CG: [Moro] é uma versão piorada da matriz [Bolsonaro]. Bolsonaro, na sua estupidez, tem alguma coerência. É um grande genocida, que nunca negou que era. Um apologista da ditadura, que nunca negou que era. O Moro é muito pior, é um juiz político. Não existe coisa mais grave, sob o ponto de vista da degeneração moral do ser humano... É só ler Montesquieu, quando se criou a tripartição dos poderes, lá no "O espírito das leis", em que basicamente a razão de ser que ele advogava é que o poder corrompe. E que o poder total corrompe totalmente. E, por isso, deveriam os poderes ser diferentes. Um juiz condena um político e depois vai ser ministro de um político que foi beneficiado por essa condenação, recebendo uma promessa de vantagem indevida, leia-se corrupção passiva, de um cargo de ministro vitalício do Supremo Tribunal Federal (STF). Depois, um juiz que destrói uma empresa, uma grande corporação da construção pesada, vai ganhar dinheiro sendo sócio da empresa que está administrando essa massa falida, cuja sede, sendo em Nova York, ele se localiza em Washington... Percebe? Aí tem...

S: O senhor acredita que tanto a candidatura de Moro quanto a de Deltan Dallagnol confirmam que havia um projeto político de poder por trás da Lava Jato?

CG: Se isso não confirmar, o que é que faltaria confirmar? Mas nós já tínhamos várias indicações dessa fraude que o Moro conduziu. E, veja, para quem não gosta do Lula ou para quem como eu sabe que a corrupção foi orgânica e centralmente dirigida pelo Lula nos governos dele e da Dilma, tem que pensar por que é que o Sergio Moro deixou esse processo tão malfeito. Não estou dizendo isso agora. Em 2015, eu já dizia que o que Moro estava fazendo era semear nulidade, preparar a impunidade desses ladrões todos etc. Porque qualquer profissional do direito minimamente ilustrado sabia que o Moro não estava fazendo justiça, está fazendo política.

S: Aliados seus pedetistas, como Carlos Lupi e Túlio Gadêlha, teriam sugerido ao senhor concentrar ataques apenas a Bolsonaro e poupar o Lula. Por que o senhor não aceitou essa sugestão?

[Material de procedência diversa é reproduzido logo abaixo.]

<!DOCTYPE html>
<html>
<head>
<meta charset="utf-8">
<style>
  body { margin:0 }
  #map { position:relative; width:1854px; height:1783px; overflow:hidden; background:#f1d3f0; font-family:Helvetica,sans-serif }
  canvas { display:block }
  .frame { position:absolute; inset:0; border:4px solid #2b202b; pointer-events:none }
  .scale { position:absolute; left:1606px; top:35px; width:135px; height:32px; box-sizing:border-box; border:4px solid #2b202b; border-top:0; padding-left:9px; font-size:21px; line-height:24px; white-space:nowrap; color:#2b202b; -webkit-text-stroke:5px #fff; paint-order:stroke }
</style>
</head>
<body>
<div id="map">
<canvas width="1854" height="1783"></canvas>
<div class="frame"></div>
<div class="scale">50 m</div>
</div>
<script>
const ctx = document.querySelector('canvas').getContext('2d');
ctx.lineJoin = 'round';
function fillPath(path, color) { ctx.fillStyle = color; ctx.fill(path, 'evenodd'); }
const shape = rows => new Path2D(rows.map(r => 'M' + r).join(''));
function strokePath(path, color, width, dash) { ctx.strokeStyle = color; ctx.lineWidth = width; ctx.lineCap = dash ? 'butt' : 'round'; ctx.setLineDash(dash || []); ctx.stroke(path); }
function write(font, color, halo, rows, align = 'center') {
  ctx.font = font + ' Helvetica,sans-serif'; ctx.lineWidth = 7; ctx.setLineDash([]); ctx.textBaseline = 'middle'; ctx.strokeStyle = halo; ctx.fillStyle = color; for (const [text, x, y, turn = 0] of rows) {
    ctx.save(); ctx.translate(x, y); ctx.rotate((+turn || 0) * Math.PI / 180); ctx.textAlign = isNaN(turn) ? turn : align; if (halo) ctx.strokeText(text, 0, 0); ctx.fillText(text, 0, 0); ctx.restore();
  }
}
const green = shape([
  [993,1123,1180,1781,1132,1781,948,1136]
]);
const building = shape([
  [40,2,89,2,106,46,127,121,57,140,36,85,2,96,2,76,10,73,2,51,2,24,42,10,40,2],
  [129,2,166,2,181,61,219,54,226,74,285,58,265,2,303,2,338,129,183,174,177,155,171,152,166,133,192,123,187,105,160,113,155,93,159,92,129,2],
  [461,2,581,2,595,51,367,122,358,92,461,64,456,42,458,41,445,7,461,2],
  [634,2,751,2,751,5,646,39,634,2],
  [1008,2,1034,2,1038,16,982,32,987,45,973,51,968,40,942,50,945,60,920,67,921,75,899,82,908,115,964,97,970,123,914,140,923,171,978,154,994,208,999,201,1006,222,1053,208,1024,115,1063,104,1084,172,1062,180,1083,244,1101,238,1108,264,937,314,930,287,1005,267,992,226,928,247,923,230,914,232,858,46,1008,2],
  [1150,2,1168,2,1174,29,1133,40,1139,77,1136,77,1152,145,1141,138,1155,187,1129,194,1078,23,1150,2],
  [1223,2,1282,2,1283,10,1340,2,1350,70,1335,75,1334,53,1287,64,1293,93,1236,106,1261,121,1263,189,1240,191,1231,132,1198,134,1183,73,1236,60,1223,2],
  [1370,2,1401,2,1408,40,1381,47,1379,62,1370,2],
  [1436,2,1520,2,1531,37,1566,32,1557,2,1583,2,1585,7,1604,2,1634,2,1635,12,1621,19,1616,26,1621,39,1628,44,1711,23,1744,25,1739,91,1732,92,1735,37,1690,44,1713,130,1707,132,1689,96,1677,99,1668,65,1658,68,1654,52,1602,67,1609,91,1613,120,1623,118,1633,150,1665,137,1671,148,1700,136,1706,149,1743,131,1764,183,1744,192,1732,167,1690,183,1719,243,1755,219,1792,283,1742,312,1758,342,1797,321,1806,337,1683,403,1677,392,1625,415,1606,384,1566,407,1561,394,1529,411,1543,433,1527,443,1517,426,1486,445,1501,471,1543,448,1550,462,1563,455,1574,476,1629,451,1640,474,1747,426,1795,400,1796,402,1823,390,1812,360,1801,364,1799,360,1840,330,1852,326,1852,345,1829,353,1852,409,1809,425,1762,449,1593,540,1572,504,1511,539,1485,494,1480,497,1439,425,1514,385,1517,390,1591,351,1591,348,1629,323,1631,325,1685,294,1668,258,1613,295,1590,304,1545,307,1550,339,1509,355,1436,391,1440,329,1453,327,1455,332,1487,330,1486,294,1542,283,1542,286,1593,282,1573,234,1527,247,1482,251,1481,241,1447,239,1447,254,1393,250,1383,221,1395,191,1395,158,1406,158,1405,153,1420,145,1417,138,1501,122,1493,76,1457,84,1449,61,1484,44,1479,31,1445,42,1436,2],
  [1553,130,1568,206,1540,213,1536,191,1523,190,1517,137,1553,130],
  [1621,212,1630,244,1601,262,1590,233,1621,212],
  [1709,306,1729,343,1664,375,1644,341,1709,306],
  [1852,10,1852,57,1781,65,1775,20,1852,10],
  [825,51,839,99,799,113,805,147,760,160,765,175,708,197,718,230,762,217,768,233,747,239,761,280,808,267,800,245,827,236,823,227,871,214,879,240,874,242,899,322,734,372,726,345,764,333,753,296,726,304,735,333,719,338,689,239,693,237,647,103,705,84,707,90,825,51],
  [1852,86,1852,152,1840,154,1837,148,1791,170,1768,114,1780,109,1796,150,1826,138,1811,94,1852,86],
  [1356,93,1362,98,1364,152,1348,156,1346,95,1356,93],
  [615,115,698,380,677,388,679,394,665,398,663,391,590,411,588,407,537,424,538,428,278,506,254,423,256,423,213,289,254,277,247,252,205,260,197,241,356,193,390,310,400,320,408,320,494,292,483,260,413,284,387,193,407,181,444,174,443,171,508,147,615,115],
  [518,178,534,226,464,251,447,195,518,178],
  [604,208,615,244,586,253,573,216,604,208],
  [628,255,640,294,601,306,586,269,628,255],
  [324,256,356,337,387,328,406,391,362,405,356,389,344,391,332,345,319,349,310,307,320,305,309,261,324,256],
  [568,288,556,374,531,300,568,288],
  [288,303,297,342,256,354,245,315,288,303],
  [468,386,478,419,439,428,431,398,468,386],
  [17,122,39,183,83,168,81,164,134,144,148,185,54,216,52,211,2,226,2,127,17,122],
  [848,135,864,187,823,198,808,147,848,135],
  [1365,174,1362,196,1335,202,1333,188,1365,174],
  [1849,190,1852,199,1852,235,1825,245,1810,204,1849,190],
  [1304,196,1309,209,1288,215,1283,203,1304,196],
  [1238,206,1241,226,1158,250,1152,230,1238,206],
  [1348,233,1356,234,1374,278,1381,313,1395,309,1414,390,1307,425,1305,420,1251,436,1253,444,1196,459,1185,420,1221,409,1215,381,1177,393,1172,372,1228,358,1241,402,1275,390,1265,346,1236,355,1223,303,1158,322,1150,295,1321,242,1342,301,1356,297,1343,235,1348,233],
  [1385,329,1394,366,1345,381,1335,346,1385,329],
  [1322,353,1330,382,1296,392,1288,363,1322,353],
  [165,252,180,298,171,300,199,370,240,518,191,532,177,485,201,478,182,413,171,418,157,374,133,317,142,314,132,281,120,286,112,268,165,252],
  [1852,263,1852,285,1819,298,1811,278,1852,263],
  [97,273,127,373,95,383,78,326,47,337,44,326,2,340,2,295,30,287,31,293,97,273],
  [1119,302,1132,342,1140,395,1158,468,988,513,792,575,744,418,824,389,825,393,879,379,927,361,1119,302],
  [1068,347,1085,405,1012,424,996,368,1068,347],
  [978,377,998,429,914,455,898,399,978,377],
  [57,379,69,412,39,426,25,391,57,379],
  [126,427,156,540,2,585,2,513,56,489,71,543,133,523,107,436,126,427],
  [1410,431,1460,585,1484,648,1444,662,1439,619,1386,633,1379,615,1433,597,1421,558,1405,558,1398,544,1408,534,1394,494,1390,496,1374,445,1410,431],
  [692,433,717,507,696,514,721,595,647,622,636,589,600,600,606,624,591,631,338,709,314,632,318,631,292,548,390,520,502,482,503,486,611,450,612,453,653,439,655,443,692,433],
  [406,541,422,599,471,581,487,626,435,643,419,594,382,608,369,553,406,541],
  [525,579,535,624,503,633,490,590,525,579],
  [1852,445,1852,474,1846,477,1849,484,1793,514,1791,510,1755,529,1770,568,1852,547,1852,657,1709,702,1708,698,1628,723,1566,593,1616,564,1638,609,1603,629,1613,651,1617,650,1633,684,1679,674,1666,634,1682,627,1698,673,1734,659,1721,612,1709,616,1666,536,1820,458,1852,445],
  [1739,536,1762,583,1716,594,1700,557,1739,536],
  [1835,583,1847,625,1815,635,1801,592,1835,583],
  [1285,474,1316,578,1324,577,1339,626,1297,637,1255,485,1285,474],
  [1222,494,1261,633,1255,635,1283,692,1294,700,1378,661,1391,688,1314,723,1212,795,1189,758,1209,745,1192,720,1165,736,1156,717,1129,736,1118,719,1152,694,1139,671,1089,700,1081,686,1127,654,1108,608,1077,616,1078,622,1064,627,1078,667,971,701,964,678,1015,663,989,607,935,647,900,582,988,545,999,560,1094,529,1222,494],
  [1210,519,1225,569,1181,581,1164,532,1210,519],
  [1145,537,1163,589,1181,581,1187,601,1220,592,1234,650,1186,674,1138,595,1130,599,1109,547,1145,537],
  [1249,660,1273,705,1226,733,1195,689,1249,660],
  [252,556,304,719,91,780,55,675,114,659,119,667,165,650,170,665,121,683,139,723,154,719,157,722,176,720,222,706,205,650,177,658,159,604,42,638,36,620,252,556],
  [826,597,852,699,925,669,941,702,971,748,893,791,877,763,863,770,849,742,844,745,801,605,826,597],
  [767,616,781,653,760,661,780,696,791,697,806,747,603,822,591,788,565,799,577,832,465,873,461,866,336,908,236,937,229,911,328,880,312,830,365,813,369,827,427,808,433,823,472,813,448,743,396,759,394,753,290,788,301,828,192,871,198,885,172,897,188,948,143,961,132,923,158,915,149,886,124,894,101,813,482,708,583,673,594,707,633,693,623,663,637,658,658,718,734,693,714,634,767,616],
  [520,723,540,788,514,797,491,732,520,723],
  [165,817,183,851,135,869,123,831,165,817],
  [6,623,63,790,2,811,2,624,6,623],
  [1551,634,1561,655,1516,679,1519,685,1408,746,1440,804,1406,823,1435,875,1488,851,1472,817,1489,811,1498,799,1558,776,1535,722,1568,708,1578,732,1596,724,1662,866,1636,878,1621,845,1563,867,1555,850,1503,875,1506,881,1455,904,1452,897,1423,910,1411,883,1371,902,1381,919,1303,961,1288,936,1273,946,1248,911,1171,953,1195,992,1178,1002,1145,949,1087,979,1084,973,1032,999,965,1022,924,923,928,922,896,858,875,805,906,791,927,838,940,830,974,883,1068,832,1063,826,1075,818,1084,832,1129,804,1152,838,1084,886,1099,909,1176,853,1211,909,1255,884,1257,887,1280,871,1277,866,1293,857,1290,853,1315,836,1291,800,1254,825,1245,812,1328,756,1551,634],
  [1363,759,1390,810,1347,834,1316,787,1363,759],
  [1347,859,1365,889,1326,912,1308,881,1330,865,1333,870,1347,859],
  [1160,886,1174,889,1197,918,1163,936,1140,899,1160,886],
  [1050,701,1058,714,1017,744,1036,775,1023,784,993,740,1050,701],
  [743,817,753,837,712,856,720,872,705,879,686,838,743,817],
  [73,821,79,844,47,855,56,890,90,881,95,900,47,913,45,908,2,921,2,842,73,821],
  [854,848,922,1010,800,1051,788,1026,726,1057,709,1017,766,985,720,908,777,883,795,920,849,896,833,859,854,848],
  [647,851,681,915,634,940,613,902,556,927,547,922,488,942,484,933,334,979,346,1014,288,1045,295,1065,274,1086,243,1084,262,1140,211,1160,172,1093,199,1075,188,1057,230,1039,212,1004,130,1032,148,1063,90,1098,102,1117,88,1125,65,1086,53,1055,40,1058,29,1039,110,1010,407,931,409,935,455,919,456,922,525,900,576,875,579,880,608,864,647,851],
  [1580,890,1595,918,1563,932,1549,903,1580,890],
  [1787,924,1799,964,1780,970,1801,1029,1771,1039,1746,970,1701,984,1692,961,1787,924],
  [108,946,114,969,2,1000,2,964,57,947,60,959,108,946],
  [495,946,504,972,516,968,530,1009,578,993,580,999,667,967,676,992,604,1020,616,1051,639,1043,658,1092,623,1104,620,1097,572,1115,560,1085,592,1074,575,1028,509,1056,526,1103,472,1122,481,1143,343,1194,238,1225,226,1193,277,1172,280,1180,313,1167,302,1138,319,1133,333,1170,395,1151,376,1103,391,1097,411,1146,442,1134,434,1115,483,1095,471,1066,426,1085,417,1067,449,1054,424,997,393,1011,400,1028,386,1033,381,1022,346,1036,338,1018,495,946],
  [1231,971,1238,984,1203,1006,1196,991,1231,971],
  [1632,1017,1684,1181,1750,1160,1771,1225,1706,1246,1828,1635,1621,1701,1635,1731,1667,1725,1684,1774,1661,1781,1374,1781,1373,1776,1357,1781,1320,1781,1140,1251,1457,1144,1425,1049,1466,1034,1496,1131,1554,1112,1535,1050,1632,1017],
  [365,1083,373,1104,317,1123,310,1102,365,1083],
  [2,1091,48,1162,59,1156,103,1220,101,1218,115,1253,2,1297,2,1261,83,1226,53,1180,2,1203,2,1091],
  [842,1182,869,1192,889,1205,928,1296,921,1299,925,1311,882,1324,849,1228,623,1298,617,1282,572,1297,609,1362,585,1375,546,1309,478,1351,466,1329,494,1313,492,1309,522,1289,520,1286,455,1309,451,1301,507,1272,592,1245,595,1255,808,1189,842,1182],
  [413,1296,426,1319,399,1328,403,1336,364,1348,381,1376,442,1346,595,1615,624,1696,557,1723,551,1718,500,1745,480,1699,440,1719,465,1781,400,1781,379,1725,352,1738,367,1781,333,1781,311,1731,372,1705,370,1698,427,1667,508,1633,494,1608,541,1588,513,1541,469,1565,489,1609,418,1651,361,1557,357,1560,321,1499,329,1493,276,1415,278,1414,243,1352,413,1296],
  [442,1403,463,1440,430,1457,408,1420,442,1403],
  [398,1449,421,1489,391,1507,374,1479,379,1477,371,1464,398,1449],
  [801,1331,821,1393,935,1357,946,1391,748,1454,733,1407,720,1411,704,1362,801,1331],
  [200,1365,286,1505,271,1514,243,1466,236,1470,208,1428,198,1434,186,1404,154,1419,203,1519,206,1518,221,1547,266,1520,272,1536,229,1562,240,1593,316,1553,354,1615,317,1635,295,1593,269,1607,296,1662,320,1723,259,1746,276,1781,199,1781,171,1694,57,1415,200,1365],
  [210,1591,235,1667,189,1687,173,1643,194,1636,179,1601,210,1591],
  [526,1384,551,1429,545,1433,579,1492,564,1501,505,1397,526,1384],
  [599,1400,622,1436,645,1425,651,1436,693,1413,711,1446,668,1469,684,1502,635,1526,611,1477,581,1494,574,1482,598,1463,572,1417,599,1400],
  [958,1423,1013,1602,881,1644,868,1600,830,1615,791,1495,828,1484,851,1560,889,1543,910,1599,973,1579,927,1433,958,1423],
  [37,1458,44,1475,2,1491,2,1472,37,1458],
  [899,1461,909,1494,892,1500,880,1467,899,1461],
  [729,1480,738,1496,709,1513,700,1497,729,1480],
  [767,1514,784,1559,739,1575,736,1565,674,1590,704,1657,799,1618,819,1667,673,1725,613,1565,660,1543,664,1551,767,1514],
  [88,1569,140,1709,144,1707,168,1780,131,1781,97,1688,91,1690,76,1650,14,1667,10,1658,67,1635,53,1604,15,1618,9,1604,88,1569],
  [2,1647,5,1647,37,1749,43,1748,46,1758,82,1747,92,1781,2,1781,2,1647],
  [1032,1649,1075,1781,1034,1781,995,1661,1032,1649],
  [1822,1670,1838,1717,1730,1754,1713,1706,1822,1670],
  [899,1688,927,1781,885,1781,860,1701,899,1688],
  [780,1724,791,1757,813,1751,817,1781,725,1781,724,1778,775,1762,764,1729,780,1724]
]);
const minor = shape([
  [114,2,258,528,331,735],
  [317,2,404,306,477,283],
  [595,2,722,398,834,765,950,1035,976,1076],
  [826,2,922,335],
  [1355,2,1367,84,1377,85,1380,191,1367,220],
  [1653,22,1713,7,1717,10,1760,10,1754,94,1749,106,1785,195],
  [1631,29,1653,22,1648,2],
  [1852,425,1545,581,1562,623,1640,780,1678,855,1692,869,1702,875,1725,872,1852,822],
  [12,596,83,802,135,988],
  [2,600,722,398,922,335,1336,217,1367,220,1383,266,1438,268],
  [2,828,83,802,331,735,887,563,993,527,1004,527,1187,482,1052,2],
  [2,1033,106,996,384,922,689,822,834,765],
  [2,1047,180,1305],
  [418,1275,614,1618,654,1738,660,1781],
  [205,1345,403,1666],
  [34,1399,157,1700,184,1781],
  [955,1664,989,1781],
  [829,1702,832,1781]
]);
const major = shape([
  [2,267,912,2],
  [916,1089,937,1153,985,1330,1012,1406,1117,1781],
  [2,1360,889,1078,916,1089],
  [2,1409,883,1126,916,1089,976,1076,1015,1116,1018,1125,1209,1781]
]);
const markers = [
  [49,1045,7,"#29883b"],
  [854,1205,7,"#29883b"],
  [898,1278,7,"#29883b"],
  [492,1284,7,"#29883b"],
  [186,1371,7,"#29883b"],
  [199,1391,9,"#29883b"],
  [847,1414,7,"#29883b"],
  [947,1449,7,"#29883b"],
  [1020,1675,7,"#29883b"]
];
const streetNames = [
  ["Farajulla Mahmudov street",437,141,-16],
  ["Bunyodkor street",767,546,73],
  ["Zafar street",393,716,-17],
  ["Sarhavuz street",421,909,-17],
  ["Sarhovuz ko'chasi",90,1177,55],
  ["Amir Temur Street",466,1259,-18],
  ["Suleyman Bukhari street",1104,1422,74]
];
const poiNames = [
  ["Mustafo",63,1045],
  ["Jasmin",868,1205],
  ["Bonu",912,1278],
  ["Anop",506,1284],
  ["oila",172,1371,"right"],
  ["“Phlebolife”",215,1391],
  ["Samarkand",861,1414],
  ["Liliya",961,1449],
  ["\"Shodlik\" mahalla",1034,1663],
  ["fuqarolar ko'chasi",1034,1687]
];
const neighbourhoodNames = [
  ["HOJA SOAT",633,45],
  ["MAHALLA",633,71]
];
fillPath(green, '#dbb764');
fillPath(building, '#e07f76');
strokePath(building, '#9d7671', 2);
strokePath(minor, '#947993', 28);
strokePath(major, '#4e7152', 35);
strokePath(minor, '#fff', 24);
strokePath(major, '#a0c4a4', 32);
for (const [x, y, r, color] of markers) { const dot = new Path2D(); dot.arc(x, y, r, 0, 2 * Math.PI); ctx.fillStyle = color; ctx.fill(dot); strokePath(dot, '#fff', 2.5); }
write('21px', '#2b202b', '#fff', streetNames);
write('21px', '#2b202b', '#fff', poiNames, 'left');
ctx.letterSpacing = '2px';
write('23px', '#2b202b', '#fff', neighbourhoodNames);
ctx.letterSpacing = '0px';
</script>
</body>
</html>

CG: Isso é o poder que o "Painel" [coluna] da Folha [de S. Paulo] tem na sua cabeça. É uma coisa importante. Não aconteceu isso. O Lupi nunca falou. O Túlio falou porque já está com o Lula há muito tempo. O Túlio, na eleição municipal do Recife, ficou contra o PDT, que tinha vice da outra chapa, para ficar com o PT. Essa pesquisa você não fez? Aí, onde é que estão o Lupi e o Túlio? Na notinha da Folha de S. Paulo de ontem ou anteontem. Não é culpa sua. Desculpa, como é que a gente se informa senão assim?

S: Na verdade, é mais antiga. Mas o senhor sente incômodo com essas notinhas que saem na imprensa, como a do "Painel", em que pedetistas tentam fritá-lo em off?

CG: Não sinto porque não leio.

S: Mas o senhor sabia...

CG: Eu tenho um assessor que lê para mim. A minha cabeça está muito concentrada em colocar, do meu ponto de vista, o que precisa ser colocado. Primeiro: o Brasil está na mais grave crise estrutural da sua História. Segundo: mais do mesmo vai agravar de uma forma definitiva e, talvez, de disruptura democrática como já frequentamos aí ameaça. Então, é preciso aprofundar as causas. O que aconteceu? Uma economia que mais crescia no mundo, de repente não cresce mais nada. Uma década inteira paralisada, com todas as sequelas disso. Depois, o que botar no lugar... Isso eu vou fazer, disciplinadamente. A minha possibilidade de vitória existe, mas não é farta nem generosa, porque estou contra todos os candidatos que representam exatamente o mesmo modelo, cada qual com seu estilo. O Lula é muito diferente do Bolsonaro. Francamente, é. Agora, qual é o modelo econômico que Bolsonaro está praticando? Rigorosamente, o mesmo modelo econômico do Lula, inclusive com a caricatura de turbinar a política social compensatória: Bolsa Família agora vai se chamar Auxílio Brasil. É a mesma coisa: câmbio flutuante, superávit primário, meta de inflação... Qual é a política econômica do Fernando Henrique [Cardoso]? Rigorosamente a mesma. O que é que o Moro pensa a propósito dessas coisas? Fura o meu olho aqui com uma opinião do Moro sobre qualquer coisa. Qual é a política de preço da Petrobras do Lula? Qual é a política de petróleo do Moro? Aí você vai ver, é tudo igual. Só eu que penso diferente, porque o sistema no Brasil é mais cruel do que qualquer outro lugar, não por acaso o Brasil é o último país do mundo que revoga a escravidão. A elite mais predatória do planeta é a nossa. Então o que é que eles querem? Confinar o processo eleitoral entre mais do mesmo, de maneira que a discussão fica só sobre o nível de suborno que cada um vai ter que pagar para este ou para aquele outro. E eu não sou um cara que sou subornável. É simples assim.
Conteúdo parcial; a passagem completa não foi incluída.